Imaging procedures: CT imaging’s were performed using various CT scanners (GE Lightspeed 16 slice, GE Medical Systems, Milwaukee WI, US; Siemens Somaton Sensation, 16 slice, Siemens Medical Solutions, Erlangen, Germany) at 120 kVp and 25 mA with a display matrix of 256X256. Images were processed and measured using 3D Synapse Software (Fujifilm, Tokyo, Japan). The CT data were transferred as DICOM files to the software for measurements. The volumes (mm3) were measured as semiautomatic segmentation of the right and left maxillary sinuses, and the ethmoid and sphenoid sinus. For segmentations, the thresholding was limited to a minimum of 1024 HU and a maximum of 526 HU. 6 The ethmoid and sphenoid sinuses were sculpted out from these 3D images. Semiautomatic segmentation was performed to include the entire paranasal sinus anatomies (Figure 1, 2 and 3).
For maxillary sinuses, those were clipped according to the surrounding bone structure and the narrowest area of the ostium between the infundibulum and the processus uncinatus using the software’s “edit masks” tool. Then, the connection with the outside air was interrupted by slice using segmentation tools. The “region growing” tool was used to divide the segmentation created by thresholding several objects and remove the floating pixels. The paranasal sinuses then were automatically calculated using the software analysis tool. Presence of Onodi cells were noted.
All measurements were taken twice by two blinded radiologists. The radiologists performed the study twice with an interval of 2 weeks to detect intra-observer variability.

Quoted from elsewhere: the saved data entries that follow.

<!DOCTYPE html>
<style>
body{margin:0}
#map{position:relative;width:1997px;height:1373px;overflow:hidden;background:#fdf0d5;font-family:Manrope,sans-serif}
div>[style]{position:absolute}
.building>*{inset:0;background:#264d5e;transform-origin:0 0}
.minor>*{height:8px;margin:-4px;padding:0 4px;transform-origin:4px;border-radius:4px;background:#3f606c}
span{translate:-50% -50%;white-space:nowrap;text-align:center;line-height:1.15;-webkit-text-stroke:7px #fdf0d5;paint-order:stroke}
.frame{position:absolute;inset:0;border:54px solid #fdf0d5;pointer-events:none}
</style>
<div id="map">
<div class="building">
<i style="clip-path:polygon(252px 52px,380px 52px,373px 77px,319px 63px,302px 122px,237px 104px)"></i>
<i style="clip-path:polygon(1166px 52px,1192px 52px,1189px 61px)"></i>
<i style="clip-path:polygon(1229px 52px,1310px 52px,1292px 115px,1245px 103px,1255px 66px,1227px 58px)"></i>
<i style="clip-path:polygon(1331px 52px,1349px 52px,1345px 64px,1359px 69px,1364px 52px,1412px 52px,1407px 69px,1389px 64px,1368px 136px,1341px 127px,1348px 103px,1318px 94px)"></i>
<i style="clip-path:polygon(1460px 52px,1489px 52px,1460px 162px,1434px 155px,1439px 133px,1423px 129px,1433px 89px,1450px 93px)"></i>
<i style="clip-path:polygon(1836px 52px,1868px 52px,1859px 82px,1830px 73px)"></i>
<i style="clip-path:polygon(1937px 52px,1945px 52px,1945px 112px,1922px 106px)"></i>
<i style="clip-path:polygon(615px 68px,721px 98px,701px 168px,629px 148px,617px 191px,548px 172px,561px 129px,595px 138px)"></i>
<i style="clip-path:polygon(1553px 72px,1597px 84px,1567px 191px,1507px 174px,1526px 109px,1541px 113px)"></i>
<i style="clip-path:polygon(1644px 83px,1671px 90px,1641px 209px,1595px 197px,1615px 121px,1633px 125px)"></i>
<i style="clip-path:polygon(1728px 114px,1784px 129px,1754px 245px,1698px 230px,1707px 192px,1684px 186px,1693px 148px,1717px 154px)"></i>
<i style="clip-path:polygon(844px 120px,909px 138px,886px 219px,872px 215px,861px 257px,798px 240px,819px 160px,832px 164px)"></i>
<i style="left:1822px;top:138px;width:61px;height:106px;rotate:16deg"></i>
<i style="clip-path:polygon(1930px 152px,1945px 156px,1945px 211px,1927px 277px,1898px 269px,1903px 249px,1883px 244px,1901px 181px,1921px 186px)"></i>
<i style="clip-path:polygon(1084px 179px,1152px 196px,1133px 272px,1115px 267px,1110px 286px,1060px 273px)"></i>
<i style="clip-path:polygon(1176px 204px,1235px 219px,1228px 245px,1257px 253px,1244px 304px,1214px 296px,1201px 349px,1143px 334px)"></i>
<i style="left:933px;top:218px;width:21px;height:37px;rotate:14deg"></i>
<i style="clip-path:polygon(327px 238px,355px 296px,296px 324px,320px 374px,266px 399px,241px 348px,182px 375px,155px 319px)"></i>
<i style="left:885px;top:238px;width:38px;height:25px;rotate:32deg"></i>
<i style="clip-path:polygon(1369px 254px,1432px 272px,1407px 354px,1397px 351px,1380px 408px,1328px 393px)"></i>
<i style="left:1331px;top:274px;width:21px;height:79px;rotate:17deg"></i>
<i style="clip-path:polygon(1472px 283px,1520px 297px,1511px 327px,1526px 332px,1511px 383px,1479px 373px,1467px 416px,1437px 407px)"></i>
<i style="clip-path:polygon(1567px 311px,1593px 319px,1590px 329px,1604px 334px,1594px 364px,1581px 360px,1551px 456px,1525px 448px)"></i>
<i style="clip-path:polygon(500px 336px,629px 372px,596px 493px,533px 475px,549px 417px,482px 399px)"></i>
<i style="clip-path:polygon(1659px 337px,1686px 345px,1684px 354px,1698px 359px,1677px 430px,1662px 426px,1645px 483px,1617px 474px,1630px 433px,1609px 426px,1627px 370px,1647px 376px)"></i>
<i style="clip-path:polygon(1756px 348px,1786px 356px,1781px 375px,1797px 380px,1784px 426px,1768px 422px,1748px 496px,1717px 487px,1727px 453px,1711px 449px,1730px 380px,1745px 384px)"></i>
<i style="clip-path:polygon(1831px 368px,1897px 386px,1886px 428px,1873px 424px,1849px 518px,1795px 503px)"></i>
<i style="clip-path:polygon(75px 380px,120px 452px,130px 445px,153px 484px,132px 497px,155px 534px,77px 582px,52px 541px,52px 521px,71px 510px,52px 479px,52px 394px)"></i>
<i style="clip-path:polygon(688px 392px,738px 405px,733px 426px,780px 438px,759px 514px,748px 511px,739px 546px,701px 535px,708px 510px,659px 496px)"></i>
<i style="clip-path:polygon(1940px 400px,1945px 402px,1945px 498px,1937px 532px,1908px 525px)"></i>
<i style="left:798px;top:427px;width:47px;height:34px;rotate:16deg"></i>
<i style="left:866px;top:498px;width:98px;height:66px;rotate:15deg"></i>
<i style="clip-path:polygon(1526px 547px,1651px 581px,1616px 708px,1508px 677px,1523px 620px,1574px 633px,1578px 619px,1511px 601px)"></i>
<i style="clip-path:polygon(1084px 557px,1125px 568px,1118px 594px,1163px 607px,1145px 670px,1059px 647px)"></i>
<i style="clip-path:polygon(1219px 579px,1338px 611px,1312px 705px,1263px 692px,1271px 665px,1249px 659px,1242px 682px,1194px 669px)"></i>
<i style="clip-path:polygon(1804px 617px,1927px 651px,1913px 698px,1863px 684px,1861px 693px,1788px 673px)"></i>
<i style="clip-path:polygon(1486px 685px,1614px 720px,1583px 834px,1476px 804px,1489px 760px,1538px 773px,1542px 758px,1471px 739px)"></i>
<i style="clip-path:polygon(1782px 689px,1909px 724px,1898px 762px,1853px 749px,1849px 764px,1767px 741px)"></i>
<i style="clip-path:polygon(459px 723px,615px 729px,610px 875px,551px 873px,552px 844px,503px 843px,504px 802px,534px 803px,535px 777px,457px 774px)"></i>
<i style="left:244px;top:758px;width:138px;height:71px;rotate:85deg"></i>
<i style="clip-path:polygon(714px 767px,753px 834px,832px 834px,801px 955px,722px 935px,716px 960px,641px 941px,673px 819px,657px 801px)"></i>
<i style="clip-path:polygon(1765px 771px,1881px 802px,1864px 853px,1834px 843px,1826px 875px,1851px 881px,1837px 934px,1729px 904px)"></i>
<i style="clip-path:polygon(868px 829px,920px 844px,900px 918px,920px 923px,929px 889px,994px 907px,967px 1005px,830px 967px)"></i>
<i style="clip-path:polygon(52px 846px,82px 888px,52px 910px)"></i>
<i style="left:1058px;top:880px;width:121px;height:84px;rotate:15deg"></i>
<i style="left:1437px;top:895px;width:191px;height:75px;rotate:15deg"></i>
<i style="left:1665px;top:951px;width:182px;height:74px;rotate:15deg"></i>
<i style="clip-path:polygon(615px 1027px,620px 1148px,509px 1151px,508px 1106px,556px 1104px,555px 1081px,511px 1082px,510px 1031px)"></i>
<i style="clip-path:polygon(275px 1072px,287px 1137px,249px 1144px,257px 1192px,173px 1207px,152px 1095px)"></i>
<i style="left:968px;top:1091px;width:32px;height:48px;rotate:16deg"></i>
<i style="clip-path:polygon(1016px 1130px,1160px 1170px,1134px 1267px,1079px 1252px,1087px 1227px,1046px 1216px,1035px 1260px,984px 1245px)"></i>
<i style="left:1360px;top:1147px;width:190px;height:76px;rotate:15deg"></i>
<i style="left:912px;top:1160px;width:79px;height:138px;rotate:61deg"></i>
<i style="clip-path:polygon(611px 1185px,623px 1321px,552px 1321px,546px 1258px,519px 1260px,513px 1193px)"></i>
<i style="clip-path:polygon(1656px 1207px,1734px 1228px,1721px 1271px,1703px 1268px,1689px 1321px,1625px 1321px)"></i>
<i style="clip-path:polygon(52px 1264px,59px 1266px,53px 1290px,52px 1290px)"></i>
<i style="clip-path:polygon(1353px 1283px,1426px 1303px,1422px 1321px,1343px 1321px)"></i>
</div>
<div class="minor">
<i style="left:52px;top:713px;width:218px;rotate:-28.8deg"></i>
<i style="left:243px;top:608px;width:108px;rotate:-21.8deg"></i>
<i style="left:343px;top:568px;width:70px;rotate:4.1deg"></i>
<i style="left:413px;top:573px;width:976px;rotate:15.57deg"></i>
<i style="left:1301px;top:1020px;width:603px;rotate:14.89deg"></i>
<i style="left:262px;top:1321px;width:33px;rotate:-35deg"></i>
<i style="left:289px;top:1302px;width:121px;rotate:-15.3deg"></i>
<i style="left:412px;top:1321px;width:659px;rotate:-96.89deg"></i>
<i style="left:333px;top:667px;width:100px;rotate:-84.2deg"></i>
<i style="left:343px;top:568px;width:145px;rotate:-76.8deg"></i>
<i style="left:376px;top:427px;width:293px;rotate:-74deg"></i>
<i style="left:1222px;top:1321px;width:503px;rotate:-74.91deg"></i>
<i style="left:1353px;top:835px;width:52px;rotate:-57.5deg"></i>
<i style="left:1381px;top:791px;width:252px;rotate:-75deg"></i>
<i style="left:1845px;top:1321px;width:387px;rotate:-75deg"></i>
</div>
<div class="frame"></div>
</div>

Statistical analysis: The analysis of the data was done in SPSS version 11,5. As descriptive, mean ± standard deviation and median (minimum - maximum) were given for quantitative variables, and number (percentage) was given for qualitative variables. To assess intra-observer reliability, the Wilcoxon matched pairs signed rank test was used for repeat measurements.
In terms of the quantitative variables, the difference between the categories of the qualitative variable with two categories was examined using Student-t test if normal distribution assumptions were provided, and Mann Whitney U test if not. When the difference between two dependent quantitative variables was to be examined, the Wilcoxon Signed Rank test was used, since normal distribution assumptions were not provided. Chi-square test was used to examine the relationship between two qualitative variables. Statistical significance level was taken as 0,05.